Similar to the South Peace region, researchers found that rampant industrial development in Alberta led to the severe decline in caribou.
Wildlife Defence League is concerned that our newly elected provincial NDP government is following in the footsteps of the BC Liberals and scapegoating wolves, rather than taking meaningful action to address the root causes for caribou decline - despite acknowledging them. Ministry of Environment documents, obtained through a Freedom of Information Request, reveal the experimental nature of the cull and acknowledge that, "Ultimately, as long as the habitat conditions on and adjacent to caribou ranges remain heavily modified by industrial activities, it is unlikely that any self-sustaining caribou populations will be able to exist in the South Peace."
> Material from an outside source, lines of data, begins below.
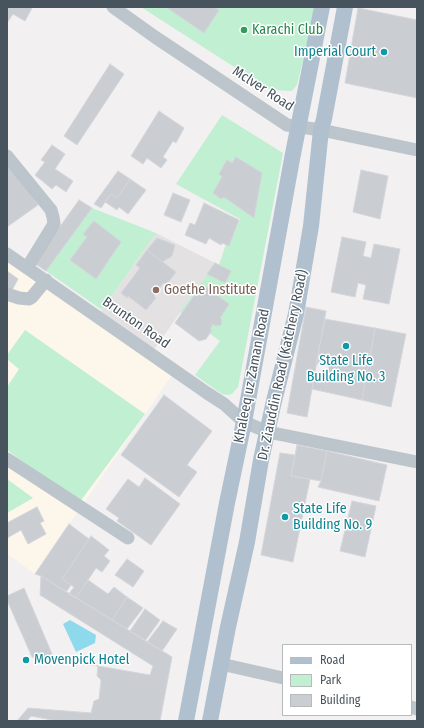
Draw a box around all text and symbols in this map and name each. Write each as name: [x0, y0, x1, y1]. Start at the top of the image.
place label: Karachi Club: [252, 22, 323, 38]
marker: Karachi Club: [239, 25, 249, 35]
place label: Imperial Court: [294, 44, 376, 60]
marker: Imperial Court: [379, 47, 389, 57]
street label: Mclver Road: [229, 63, 297, 115]
street label: Dr. Ziauddin Road (Katchery Road): [255, 268, 311, 462]
place label: Goethe Institute: [164, 282, 257, 298]
marker: Goethe Institute: [151, 285, 161, 295]
street label: Brunton Road: [99, 294, 173, 352]
street label: Khaleeq uz Zaman Road: [231, 307, 273, 445]
marker: State Life Building No. 3: [341, 341, 351, 351]
place label: State Life Building No. 3: [307, 353, 385, 386]
place label: State Life Building No. 9: [293, 501, 372, 534]
marker: State Life Building No. 9: [280, 512, 290, 522]
legend: [282, 644, 412, 716]
place label: Movenpick Hotel: [34, 652, 129, 668]
text: Road: [320, 653, 345, 667]
marker: Movenpick Hotel: [21, 655, 31, 665]
text: Park: [320, 673, 341, 687]
text: Building: [320, 693, 360, 707]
Meanwhile, the government touts its commitment to protect 400,000 hectares of habitat in the South Peace, failing to mention that only high-elevation winter ranges of endangered mountain caribou habitat are protected. Oil and gas, combined with hydroelectric projects, cutblocks, roads, seismic lines and open pit coal mines have seriously threatened the survival of caribou herds in the region and continue to do so, including the proposed Prince Rupert Gas Transmission Project, which would cut through caribou habitat.
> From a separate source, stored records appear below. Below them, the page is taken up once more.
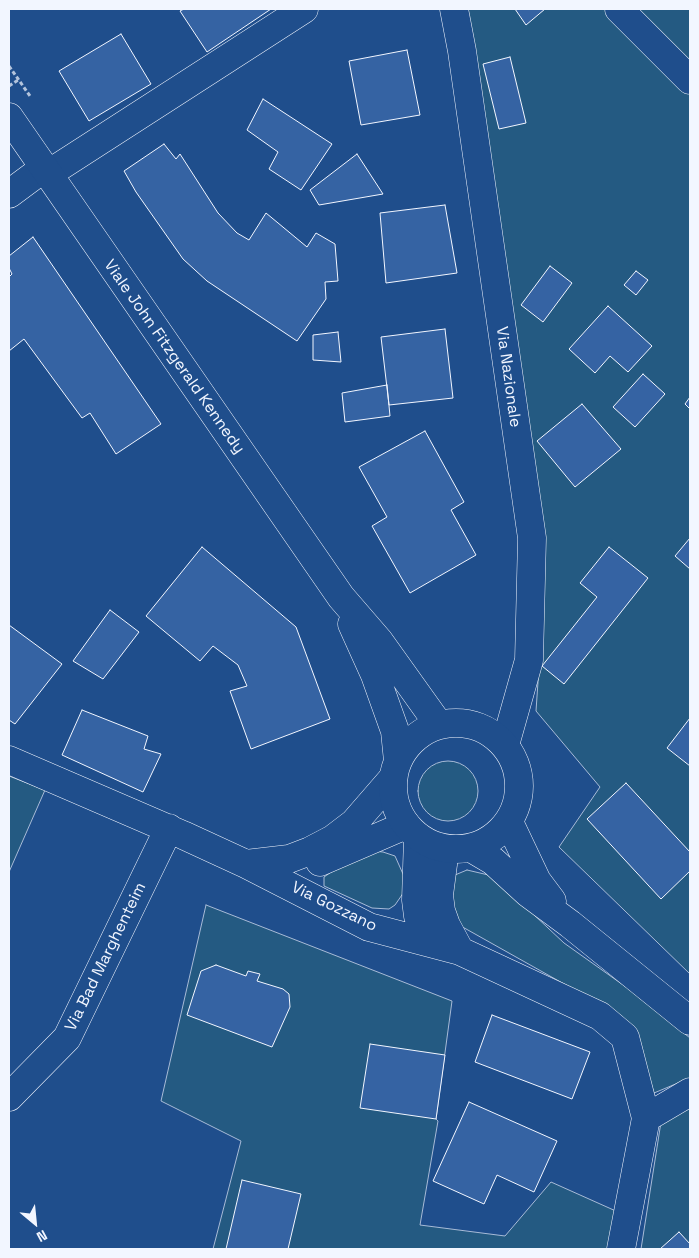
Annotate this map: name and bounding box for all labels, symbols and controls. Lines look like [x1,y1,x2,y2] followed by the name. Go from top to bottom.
[100,256,248,458] street label: Viale John Fitzgerald Kennedy
[491,325,525,429] street label: Via Nazionale
[288,878,380,936] street label: Via Gozzano
[62,879,150,1035] street label: Via Bad Marghenteim
[10,1198,60,1248] north arrow
[34,1226,50,1246] text: N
In the South Selkirk, the herd is extirpated. In March of this year, the provincial government announced their final count for the South Selkirk herd - only 3 animals remained. Calls to remove the remaining caribou to a pen where they would be safe went unanswered and in the summer another caribou was lost to predation. It took until the fall before the government finally decided to move the last 2 caribou. Logging interests decimated critical habitat years ago, leaving the landscaped scared. Today, while significant portions of the landscape are protected, logging in what could have be a migration corridor still takes place.
Recreational activity (specifically snowmobiling) is having a detrimental effect on the survival and recovery of endangered mountain caribou across British Columbia. Reports suggest that stress hormones have been found in caribou up to ten kilometres away from snowmobiling. Reports also suggest caribou will intentionally avoid habitat with heavy snowmobile use, even though the habitat itself is suitable for caribou to thrive in. Predators also take advantage of snowmobile tracks to access caribou habitat where otherwise, the snow would be too deep to travel in. Like seismic lines, snowmobile tracks create predator highways.
The BC Liberals intention to scapegoat wolves while they left industry unchecked was not unnoticed. Another Freedom of Information application requested and obtained by the Wilderness Committee points towards industry representatives from logging corporations as the culprits who suggested initiating a wolf cull. Their suggestion, says the FOI, was due to the potential threat that a federal caribou recovery plan would place further restrictions on logging.
Profit continues to be placed above the survival of endangered species and the health of ecosystems across the province.